A strict trial means that no other outside sources of protein should be ingested during the trial, as this tends to skew results. Prepare for no other treats, table scraps, or even flavored chews or heartworm preventatives to be orally administered during this time. After the trial, if the itching is gone and skin is improved, a challenge is performed using a diet containing the suspected allergen-inducing protein. If the pet’s skin flairs up after ingestion, then that protein is the source of the allergy. If not, another protein source is selected for the challenge, or the pet may remain on the specialized diet which successfully allowed resolution of their symptoms.
If a rather expensive and restrictive diet trial is not possible, then novel protein and limited ingredient diets may be tried. Novel protein diets use “novel” or non-commercial protein sources such as rabbit, duck, even kangaroo. Limited ingredient diets are strict in using just a few protein and carb sources in their formulation. Next time you are choosing a diet for your pet, read the ingredients list: there are often numerous protein sources added to derive the essential nutrients and preservatives used in commercially sold pet foods, which confuses interpretation of food allergy results.

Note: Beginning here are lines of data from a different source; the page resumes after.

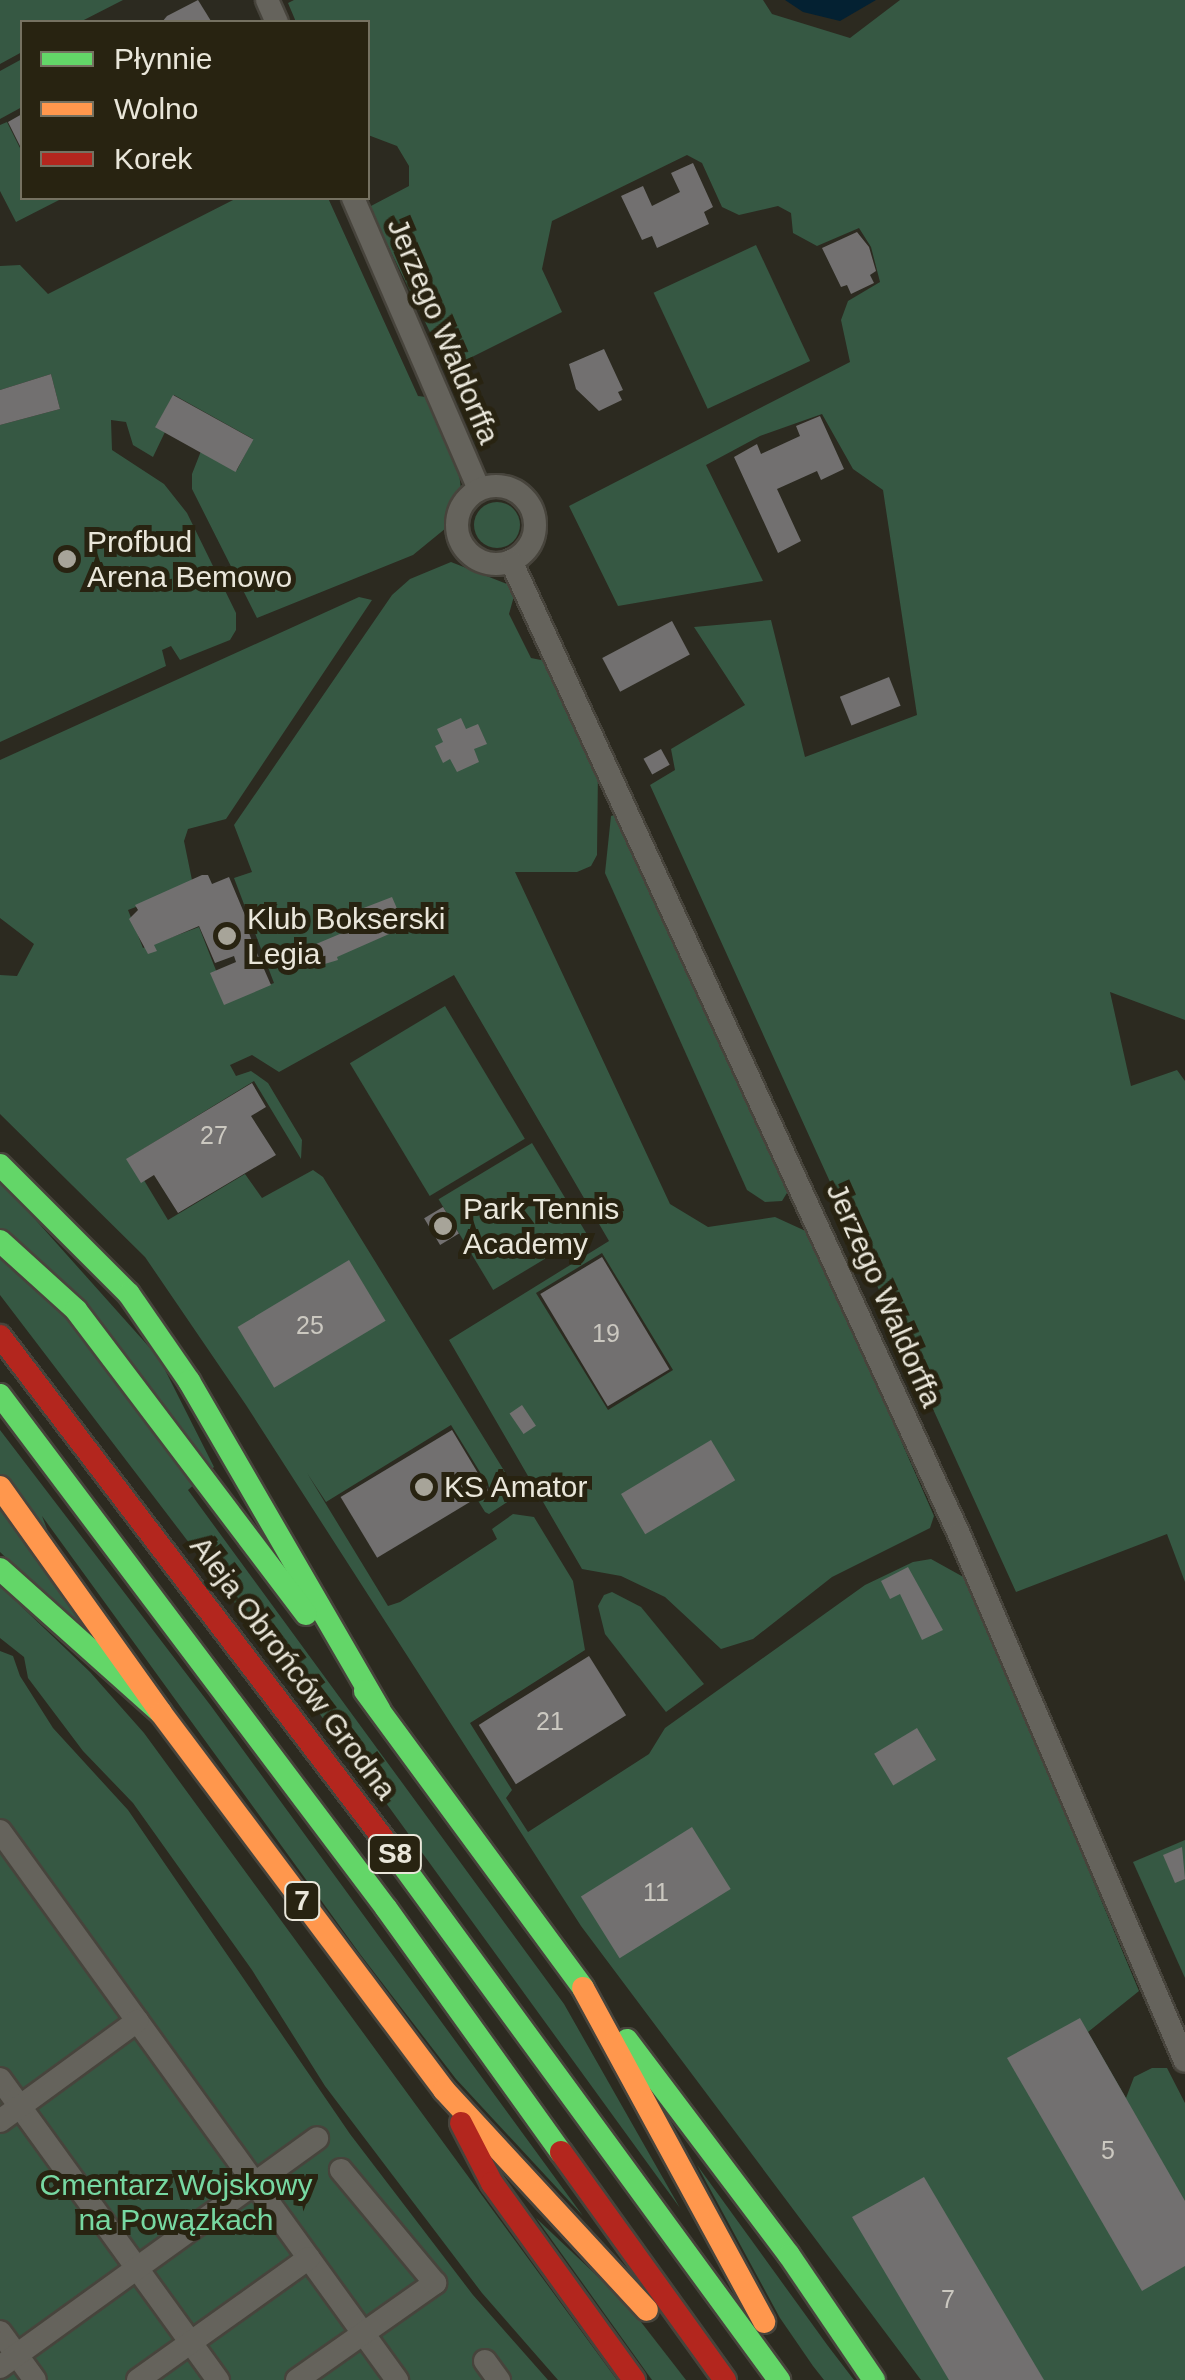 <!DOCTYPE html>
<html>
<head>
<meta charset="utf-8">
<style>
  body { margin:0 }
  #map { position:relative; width:1185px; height:2380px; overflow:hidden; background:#2c2a20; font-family:Helvetica,sans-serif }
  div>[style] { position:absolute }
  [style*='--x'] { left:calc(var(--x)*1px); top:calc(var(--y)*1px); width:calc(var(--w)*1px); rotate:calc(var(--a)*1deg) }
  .green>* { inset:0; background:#365843; transform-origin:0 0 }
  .round { border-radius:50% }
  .water>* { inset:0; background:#042132 }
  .building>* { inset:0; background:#727070; transform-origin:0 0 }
  .roads { filter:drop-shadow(2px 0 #47443c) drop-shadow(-2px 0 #47443c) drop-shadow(0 2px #47443c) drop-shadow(0 -2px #47443c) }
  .street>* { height:22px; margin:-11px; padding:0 11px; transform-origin:11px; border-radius:11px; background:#65635c }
  .street>.ring { margin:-11px; padding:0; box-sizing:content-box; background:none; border:22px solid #65635c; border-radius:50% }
  .fast>* { height:22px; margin:-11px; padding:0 11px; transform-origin:11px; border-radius:11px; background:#63d668 }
  .slow>* { height:22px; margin:-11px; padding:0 11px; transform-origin:11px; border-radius:11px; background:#ff974d }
  .jam>* { height:22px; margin:-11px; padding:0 11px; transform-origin:11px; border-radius:11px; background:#b3261e }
  .dots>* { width:28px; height:28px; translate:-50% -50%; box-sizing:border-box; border:5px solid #282311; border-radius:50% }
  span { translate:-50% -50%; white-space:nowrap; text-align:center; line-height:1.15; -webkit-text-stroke:10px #282311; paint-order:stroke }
  .number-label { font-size:25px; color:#cbc8c0 }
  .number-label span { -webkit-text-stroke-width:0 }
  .shield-label span { padding:2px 8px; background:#282311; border:2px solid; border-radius:8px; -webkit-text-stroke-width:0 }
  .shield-label { font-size:28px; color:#e9e6da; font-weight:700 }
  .street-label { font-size:30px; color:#e9e6da }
  .poi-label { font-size:30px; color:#e9e6da }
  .left { translate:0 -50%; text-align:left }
  .park-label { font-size:30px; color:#77d8a2 }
  .legend { position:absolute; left:20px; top:20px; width:350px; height:180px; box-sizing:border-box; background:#282311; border:2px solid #757161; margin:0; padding:12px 18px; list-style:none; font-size:30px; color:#e9e6da }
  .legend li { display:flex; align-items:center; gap:20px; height:50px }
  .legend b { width:50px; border:2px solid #757161 }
</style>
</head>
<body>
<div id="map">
  <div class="green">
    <div style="clip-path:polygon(0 0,123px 0,80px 22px,22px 22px,22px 52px,0 64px)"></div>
    <div style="clip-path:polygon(294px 0,763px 0,772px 14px,850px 38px,900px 0,1185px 0,1185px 1020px,1110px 992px,1131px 1086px,1177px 1070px,1185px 1081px,1185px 1582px,1167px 1534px,1016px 1592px,650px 785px,675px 770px,671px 749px,745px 705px,694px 627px,771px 620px,805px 757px,917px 715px,883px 490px,853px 469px,822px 414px,760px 436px,706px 465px,763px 581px,618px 606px,569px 506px,850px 362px,841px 320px,848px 301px,880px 282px,871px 247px,859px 228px,817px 246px,793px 233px,791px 213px,778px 206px,739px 215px,722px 207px,702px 163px,687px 155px,552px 221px,542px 269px,562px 312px,448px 369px,369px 207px,409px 186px,409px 166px,397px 146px,368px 135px,368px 22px,296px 22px,288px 3px)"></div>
    <div style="clip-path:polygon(22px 59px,22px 107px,0 119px,0 71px)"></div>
    <div style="clip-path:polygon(7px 122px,22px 152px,22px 198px,63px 198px,16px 222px,0 191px,0 125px)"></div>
    <div style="clip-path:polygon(237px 198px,328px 198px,418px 396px,426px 397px,458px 465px,461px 489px,446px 528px,413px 555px,257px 618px,192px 489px,192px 474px,201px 451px,237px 470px,253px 439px,174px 395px,156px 426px,165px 432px,153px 457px,133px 445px,126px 422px,111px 420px,112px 450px,164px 484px,187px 513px,236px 613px,236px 630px,230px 640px,180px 660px,171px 646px,162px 650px,166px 666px,0 742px,0 425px,60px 409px,51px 374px,0 390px,0 266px,20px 265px,48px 294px)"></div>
    <div style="left:756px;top:245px;width:128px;height:113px;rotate:65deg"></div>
    <div class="round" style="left:474px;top:502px;width:46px;height:46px"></div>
    <div style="clip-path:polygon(evenodd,451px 562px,507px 584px,514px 596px,509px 614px,531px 658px,546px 661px,598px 770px,597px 855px,591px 866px,577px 872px,515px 872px,670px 1204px,708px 1227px,775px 1217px,810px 1233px,934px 1516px,930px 1528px,832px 1577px,753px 1639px,721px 1649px,665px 1597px,621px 1576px,582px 1569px,449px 1340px,609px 1241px,454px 975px,279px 1072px,252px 1055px,230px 1065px,236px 1076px,251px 1071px,268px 1083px,302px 1140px,301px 1159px,254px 1081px,130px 1157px,168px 1220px,245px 1174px,262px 1198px,313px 1170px,323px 1177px,516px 1490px,512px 1499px,489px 1514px,485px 1512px,477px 1499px,491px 1490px,451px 1425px,326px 1502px,307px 1473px,388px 1606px,400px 1602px,497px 1539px,492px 1529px,513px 1514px,534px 1517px,573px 1581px,585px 1650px,470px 1723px,512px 1790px,506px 1798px,528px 1832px,649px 1754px,665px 1728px,865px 1585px,913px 1562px,931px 1559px,967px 1579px,1139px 1991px,1088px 2032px,1126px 2098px,1134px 2077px,1152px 2068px,1167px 2068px,1185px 2103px,1185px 2380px,921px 2380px,581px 1926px,246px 1405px,145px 1257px,0 1114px,0 975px,17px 976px,34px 944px,0 918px,0 760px,359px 597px,372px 600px,226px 819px,188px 829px,184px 841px,193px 885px,128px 910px,143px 948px,199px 927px,228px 1001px,274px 983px,234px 878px,252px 872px,234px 825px,392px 595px,410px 579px,451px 562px,602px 1253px,673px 1370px,608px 1410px,536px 1293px,602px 1253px)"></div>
    <div style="clip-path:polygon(617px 814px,790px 1188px,782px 1201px,765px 1202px,747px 1190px,605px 873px,611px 816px)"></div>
    <div style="left:445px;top:1006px;width:155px;height:111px;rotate:59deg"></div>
    <div style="left:532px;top:1143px;width:106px;height:109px;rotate:59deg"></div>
    <div style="clip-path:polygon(0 1180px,159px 1358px,214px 1467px,188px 1490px,564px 2004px,680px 2208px,357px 1763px,0 1295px)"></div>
    <div style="clip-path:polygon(0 1430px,211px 1706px,583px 2216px,456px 2079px,360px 1954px,42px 1516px,88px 1636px,0 1552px)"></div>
    <div style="clip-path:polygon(0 1586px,90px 1672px,144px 1733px,617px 2380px,558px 2380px,482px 2293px,325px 2086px,252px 1970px,133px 1803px,83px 1751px,28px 1678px,24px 1657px,0 1638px)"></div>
    <div style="clip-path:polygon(612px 1592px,641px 1607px,704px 1684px,666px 1712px,605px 1634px,598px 1606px,604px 1595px)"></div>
    <div style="clip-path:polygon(0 1651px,13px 1656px,20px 1676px,53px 1728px,128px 1810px,350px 2134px,473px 2295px,548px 2380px,0 2380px)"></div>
    <div style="clip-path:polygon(1185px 1840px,1185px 1978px,1133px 1862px)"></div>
    <div style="clip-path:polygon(697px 2165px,828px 2346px,854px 2380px,824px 2380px,813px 2366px,780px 2318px)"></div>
    <div style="clip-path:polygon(536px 2218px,627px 2304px,686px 2380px,652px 2380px)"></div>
  </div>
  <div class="water">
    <div style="clip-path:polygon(785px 0,876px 0,840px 21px,803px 12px)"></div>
  </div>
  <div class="building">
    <div style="clip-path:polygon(198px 0,211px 21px,162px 22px,167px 16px)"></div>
    <div style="clip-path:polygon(22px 114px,22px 150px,8px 122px)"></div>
    <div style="clip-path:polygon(693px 163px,713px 207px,704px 212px,709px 224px,657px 248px,652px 236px,642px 240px,621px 196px,643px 186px,652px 206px,680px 192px,671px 173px)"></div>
    <div style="clip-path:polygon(857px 232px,869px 247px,876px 271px,870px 275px,874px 283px,851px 294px,847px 285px,841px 287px,822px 248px)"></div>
    <div style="clip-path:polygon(604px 349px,623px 390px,618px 392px,622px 400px,599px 411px,576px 389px,569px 364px)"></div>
    <div style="clip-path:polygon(51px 374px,60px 409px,0 425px,0 390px)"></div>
    <div style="left:173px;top:395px;width:92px;height:37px;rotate:29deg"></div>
    <div style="clip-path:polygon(820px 416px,844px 469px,821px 480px,817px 471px,777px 489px,801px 541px,778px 553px,734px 457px,757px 444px,761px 454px,800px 436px,796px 426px)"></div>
    <div style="left:672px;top:621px;width:38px;height:79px;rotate:62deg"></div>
    <div style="left:889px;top:677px;width:31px;height:53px;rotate:68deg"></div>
    <div style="clip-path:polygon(461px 718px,466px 729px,478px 724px,487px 744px,474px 749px,479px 762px,457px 772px,450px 759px,443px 763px,435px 746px,443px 742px,437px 729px)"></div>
    <div style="left:661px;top:749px;width:18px;height:20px;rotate:61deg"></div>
    <div style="clip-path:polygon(202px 875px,208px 875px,212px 884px,229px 877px,250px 927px,247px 928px,254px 946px,251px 948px,253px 955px,257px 953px,271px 985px,224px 1005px,210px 973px,236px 962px,234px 956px,215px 963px,199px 926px,154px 945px,157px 951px,148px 954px,129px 919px,138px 910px,135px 905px)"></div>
    <div style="clip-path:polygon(392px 897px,405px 927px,337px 957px,338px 960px,318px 966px,309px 947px,354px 928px,348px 914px)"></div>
    <div style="clip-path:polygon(252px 1083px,266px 1107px,251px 1116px,276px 1155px,178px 1213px,154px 1175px,141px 1183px,126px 1159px)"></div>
    <div style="left:443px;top:1207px;width:31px;height:22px;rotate:59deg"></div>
    <div style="left:602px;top:1257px;width:131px;height:72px;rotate:59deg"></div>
    <div style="left:349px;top:1260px;width:71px;height:130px;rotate:59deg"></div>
    <div style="left:522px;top:1405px;width:25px;height:15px;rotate:56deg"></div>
    <div style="left:452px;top:1430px;width:71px;height:130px;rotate:59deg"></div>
    <div style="left:711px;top:1440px;width:47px;height:105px;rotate:59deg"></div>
    <div style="clip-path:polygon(908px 1567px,943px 1630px,922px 1640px,900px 1594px,890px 1599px,881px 1581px)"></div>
    <div style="left:589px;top:1656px;width:70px;height:130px;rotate:58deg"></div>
    <div style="left:917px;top:1728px;width:37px;height:50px;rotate:59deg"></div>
    <div style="left:692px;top:1827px;width:73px;height:131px;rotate:58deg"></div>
    <div style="clip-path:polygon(1182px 1847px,1185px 1879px,1175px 1883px,1163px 1855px)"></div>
    <div style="clip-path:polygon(1080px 2018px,1185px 2201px,1185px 2266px,1142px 2291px,1007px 2058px)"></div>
    <div style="clip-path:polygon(924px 2177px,1044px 2380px,949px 2380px,852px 2217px)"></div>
  </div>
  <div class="roads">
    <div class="street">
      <div style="--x:267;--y:0;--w:24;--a:66"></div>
      <div style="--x:353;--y:198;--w:317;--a:66.6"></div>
      <div class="ring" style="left:457px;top:486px;width:56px;height:56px"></div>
      <div style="--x:511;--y:561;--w:1071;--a:65.28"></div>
      <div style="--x:959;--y:1534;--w:573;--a:66.79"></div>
      <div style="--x:0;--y:1831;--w:678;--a:54.13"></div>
      <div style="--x:0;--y:2079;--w:372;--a:54.1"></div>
      <div style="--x:0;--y:2121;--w:170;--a:-36.1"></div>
      <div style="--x:0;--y:2332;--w:59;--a:53.9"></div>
      <div style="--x:485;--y:2361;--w:24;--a:54"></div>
      <div style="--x:0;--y:2367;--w:391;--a:-35.8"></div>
      <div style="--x:138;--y:2380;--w:210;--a:-35.5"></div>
      <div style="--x:297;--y:2380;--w:169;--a:-35.1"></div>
      <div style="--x:435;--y:2283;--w:147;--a:-129.8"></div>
    </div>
    <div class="fast">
      <div style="--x:0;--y:1165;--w:182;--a:45"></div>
      <div style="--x:129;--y:1294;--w:106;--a:55.4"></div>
      <div style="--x:189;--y:1381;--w:380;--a:59.9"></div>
      <div style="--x:0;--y:1241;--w:103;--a:42.2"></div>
      <div style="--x:76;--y:1310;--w:381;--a:52.9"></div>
      <div style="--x:0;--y:1395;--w:642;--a:53.04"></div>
      <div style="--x:386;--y:1908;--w:300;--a:54.4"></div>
      <div style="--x:0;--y:1569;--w:216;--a:41.8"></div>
      <div style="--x:365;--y:1691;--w:368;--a:53.7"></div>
      <div style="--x:385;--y:1841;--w:668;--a:53.83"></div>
      <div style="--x:627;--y:2040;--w:269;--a:53"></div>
      <div style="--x:789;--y:2255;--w:151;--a:55.8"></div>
    </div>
    <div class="slow">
      <div style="--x:0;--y:1487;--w:277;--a:54.5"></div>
      <div style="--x:161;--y:1713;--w:471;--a:53.1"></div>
      <div style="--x:583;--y:1988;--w:380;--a:61.5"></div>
      <div style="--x:444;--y:2090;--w:299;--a:47.3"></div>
    </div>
    <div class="jam">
      <div style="--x:0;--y:1336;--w:635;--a:52.68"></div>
      <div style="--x:461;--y:2123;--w:68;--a:62.7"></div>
      <div style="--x:492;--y:2183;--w:243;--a:54.2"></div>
      <div style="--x:561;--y:2152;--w:281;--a:54.3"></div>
    </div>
  </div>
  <div class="dots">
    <div style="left:67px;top:559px;background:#a7a499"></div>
    <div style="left:227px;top:936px;background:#a7a499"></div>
    <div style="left:443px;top:1226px;background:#a7a499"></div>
    <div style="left:424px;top:1487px;background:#a7a499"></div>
  </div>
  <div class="number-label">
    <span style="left:214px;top:1135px">27</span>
    <span style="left:310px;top:1325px">25</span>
    <span style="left:606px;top:1333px">19</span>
    <span style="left:550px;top:1721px">21</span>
    <span style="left:656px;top:1892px">11</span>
    <span style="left:1108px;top:2150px">5</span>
    <span style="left:948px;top:2299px">7</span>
  </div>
  <div class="shield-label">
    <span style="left:395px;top:1854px">S8</span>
    <span style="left:302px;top:1901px">7</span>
  </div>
  <div class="street-label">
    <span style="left:443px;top:331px;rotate:67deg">Jerzego Waldorffa</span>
    <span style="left:884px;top:1295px;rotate:66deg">Jerzego Waldorffa</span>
    <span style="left:293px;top:1668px;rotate:53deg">Aleja Obrońców Grodna</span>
  </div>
  <div class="poi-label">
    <span class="left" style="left:87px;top:559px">Profbud<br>Arena Bemowo</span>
    <span class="left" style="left:247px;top:936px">Klub Bokserski<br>Legia</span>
    <span class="left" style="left:463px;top:1226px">Park Tennis<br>Academy</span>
    <span class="left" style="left:444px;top:1487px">KS Amator</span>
  </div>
  <div class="park-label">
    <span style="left:176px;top:2202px">Cmentarz Wojskowy<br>na Powązkach</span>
  </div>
  <ul class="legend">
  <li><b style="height:12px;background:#63d668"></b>Płynnie</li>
  <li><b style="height:12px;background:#ff974d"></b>Wolno</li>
  <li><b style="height:12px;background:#b3261e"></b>Korek</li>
  </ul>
</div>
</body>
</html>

A proper diet trial followed by successful challenge period is the only way to truly diagnose a food allergy in your pet.
This has been a short summary of a few common causes of itch in dogs and cats. Remember that you should always consult your veterinarian when trying to determine why your pet is scratching. Skin is our largest immune organ, and it is a complicated one.
There are as many therapies as diseases of this organ, and for your pet’s comfort and your peace of mind, act quickly when the itching starts.